Monster Willi hat es geschafft. Leo ist vom Gesundheitszustand seines besten Freundes begeistert und weiß jetzt auch, was im Krankenhaus so los ist. Bevor Willis Bein im Teddykrankenhaus der Uni-Klinik am Sonnabend genäht wurde, erlebte der Fünfjährige das komplette Prozedere von der Anmeldung über die Röntgenaufnahme bis zur OP.

20 Medizinstudenten machten das außergewöhnliche Erlebnis für rund 1500 Kinder im Vorschulalter erlebbar. Kuscheltier-O-bär-arzt Dr. Gernot Rücker nahm von Montag bis Sonntag eine Auszeit als Notfallmediziner und widmete sich ganz seinen jüngeren Besuchern, die bei der Aktion vor allem eines lernen sollen: „Alles halb so schlimm beim Onkel Doktor“. Das wissen auch die Sozialpädagogen in Rostock und Umgebung zu schätzen und meldeten ihre Kinder aus den Kindertagesstätten mit ihren Kuscheltieren schon während der Vorwoche zur Sprechstunde an.

So manches ramponierte Plüschohr wurde gerichtet und Dank Organteddy wissen die Kleinen jetzt auch, wo sich Herz, Lunge und andere Organe befinden.
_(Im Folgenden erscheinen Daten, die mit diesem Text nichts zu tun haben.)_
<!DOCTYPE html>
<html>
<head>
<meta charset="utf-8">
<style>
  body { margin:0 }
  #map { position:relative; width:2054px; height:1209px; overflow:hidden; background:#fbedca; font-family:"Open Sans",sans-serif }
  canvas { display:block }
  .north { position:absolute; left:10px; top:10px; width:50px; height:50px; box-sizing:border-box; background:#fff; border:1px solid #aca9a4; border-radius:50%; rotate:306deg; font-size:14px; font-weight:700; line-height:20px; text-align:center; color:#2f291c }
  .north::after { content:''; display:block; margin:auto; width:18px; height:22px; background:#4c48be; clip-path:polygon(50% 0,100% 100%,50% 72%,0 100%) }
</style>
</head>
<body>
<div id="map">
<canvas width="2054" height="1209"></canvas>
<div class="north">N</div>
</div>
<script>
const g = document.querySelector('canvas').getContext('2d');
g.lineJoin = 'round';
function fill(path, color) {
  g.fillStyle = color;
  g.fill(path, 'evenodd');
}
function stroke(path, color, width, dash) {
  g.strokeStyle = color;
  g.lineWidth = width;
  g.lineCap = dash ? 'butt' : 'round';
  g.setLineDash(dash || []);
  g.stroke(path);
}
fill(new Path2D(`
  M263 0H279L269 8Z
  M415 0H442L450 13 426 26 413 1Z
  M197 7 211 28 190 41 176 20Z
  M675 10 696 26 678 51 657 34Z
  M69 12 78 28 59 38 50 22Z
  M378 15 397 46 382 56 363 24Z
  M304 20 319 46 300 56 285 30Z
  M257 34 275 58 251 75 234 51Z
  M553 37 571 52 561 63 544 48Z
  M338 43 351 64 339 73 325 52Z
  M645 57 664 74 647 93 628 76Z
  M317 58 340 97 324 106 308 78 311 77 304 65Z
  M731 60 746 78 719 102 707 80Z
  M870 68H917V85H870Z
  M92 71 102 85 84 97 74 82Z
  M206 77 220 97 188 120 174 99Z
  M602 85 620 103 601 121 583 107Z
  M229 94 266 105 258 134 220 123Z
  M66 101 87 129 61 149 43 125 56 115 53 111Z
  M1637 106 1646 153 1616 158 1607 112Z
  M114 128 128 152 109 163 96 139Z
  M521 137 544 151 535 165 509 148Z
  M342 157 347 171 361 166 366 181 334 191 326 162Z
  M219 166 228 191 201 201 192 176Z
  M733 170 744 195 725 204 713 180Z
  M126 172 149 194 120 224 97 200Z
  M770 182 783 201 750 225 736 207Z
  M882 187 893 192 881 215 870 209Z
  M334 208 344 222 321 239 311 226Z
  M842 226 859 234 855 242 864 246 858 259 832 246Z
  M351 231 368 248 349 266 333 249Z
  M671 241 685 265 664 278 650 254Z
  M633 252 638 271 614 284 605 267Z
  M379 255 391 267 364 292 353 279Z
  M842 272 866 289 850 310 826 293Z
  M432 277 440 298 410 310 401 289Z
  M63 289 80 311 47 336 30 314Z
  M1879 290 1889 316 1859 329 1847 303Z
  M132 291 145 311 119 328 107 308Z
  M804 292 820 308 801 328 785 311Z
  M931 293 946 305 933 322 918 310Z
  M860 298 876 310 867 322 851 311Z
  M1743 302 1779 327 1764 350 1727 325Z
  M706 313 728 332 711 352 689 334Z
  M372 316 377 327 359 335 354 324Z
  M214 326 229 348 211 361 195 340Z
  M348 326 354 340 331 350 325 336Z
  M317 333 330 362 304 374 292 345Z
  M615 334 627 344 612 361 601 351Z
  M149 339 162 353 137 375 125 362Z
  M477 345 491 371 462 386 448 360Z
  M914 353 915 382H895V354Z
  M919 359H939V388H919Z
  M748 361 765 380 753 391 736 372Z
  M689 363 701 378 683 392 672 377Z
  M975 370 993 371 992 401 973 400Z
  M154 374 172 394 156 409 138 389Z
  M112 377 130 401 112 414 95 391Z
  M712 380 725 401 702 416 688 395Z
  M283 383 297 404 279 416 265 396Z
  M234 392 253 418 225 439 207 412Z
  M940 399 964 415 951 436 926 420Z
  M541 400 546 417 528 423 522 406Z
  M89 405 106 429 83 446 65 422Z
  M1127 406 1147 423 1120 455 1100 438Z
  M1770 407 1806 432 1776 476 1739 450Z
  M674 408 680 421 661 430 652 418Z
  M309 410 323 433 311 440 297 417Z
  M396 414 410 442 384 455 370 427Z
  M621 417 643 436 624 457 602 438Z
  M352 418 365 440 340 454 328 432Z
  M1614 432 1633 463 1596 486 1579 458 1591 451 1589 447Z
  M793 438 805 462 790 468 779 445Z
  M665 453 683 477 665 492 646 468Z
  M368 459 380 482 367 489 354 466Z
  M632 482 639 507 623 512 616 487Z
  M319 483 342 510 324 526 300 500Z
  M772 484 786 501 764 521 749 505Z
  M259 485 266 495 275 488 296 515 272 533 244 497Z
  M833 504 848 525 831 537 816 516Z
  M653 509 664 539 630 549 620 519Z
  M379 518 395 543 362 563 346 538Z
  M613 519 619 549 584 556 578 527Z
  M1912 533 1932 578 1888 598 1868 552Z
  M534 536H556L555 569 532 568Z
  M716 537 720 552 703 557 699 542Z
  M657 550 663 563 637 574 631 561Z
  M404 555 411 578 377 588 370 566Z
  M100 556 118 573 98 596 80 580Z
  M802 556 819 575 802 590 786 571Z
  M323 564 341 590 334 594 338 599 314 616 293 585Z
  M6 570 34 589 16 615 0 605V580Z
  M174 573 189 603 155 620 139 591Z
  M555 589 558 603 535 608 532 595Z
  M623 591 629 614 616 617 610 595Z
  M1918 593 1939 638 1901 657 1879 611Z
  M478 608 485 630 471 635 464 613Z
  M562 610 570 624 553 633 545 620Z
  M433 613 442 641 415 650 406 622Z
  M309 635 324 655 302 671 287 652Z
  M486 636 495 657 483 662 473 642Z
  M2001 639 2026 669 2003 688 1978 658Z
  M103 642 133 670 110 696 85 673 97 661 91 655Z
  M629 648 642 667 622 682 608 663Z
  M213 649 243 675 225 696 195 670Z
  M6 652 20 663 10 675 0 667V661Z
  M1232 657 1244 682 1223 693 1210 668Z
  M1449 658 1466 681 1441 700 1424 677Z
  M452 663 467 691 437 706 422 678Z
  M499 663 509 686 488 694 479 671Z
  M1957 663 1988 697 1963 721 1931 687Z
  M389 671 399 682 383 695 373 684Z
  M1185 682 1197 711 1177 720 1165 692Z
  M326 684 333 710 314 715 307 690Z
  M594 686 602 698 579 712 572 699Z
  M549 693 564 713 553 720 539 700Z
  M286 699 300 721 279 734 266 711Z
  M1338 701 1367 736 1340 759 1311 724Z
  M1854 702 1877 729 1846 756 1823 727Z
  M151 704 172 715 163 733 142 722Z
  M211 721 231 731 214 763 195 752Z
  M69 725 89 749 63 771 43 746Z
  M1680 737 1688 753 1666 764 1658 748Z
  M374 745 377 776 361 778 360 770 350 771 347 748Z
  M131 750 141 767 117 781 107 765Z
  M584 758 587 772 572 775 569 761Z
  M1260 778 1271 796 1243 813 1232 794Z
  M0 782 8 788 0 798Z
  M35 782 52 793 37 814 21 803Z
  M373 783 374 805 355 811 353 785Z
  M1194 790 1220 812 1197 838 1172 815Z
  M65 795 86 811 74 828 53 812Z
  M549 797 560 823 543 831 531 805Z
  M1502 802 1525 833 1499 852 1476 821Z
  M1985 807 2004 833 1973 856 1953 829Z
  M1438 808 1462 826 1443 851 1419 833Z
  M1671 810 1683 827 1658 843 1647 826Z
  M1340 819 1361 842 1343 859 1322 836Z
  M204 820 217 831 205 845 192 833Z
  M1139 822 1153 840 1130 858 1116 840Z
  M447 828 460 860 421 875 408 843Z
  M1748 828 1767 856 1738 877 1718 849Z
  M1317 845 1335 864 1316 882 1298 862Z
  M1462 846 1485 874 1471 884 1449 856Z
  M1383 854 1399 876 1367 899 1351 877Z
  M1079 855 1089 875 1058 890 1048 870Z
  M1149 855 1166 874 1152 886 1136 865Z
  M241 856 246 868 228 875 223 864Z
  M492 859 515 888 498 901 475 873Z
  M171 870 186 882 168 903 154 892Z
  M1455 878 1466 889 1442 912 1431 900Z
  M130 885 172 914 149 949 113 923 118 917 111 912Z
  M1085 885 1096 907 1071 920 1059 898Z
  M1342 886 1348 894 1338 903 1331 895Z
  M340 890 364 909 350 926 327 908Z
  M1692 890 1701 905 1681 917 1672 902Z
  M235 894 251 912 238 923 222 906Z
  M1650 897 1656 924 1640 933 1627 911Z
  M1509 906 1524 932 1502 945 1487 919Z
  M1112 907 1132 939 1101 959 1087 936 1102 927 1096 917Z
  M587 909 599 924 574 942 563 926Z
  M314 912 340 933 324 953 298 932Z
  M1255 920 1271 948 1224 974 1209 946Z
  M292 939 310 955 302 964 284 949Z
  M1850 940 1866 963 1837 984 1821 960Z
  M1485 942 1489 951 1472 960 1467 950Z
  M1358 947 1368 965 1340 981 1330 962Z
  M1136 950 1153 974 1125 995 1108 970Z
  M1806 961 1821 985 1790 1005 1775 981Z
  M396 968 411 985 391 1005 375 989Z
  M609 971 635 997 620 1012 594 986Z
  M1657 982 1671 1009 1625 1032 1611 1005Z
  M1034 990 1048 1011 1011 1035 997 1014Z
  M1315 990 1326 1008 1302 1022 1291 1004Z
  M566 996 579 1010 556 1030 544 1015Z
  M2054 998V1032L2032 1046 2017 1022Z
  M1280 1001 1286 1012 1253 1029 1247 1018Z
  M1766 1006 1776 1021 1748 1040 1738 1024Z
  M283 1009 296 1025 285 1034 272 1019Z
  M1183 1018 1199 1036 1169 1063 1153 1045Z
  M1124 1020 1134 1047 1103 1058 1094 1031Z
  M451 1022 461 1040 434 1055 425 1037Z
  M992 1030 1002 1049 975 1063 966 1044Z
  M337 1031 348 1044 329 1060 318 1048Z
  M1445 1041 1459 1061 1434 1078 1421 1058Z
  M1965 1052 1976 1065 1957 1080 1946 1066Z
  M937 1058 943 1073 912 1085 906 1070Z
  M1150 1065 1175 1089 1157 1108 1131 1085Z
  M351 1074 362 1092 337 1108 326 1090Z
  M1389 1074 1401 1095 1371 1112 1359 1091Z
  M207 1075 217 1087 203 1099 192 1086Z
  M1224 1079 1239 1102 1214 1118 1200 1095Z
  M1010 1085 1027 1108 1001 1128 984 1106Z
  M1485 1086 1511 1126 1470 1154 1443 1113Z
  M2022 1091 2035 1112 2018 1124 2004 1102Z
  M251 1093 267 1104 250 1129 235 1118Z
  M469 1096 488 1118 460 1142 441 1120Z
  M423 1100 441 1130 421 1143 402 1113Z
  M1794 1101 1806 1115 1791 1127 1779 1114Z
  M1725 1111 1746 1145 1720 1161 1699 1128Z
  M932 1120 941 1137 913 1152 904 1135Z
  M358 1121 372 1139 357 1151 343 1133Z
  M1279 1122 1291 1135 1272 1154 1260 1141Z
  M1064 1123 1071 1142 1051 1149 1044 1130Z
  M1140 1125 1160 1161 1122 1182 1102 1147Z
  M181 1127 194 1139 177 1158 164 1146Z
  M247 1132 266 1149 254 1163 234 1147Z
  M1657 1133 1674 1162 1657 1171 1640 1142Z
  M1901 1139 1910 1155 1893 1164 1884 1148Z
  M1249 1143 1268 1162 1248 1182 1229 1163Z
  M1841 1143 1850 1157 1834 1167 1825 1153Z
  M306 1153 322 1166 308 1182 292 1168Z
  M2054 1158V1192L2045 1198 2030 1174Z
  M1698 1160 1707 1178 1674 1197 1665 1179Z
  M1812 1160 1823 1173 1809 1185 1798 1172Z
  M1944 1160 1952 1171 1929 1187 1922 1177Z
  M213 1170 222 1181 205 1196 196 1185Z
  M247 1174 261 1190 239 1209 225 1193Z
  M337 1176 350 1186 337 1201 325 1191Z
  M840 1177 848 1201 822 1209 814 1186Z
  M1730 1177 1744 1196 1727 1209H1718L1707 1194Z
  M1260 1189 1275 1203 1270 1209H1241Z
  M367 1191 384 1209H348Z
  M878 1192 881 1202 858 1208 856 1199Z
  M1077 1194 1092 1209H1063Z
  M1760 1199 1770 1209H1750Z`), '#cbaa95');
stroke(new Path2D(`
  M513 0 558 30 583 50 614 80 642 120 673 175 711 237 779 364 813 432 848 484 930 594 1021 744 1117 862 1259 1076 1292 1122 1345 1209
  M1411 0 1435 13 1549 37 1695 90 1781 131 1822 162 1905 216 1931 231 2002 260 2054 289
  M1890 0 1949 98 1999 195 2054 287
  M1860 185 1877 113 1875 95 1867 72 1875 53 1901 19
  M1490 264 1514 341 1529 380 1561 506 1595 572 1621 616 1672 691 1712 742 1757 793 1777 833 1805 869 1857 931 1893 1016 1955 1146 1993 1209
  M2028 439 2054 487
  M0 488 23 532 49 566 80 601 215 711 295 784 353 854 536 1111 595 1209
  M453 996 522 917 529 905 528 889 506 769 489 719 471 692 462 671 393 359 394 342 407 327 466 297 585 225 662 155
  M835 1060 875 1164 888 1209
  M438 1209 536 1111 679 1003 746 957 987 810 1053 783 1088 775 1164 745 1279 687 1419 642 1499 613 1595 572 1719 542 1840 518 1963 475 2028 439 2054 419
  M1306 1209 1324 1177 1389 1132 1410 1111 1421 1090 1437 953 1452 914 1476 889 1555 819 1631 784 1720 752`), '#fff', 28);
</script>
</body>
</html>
Das Ganze hatte nicht nur einen Lerneffekt bei den ganz jungen Generationen. „Es ist schon enorm wichtig, dass unsere künftigen Ärzte den stressfreien Umgang mit Kindern erlernen“, beschreibt Rücker die andere Seite der Aktion. Die Studenten waren in ihrem Element, denn der Nachwuchs hatte viele Fragen. „Es ist schon toll, Kindern die Angst vor dem Arztbesuch zu nehmen“, beschrieb die 23-jährige Ines Angerer ihre Praxiserfahrungen, bevor sie Teddy Charlotte erfolgreich den gebrochenen Arm schiente.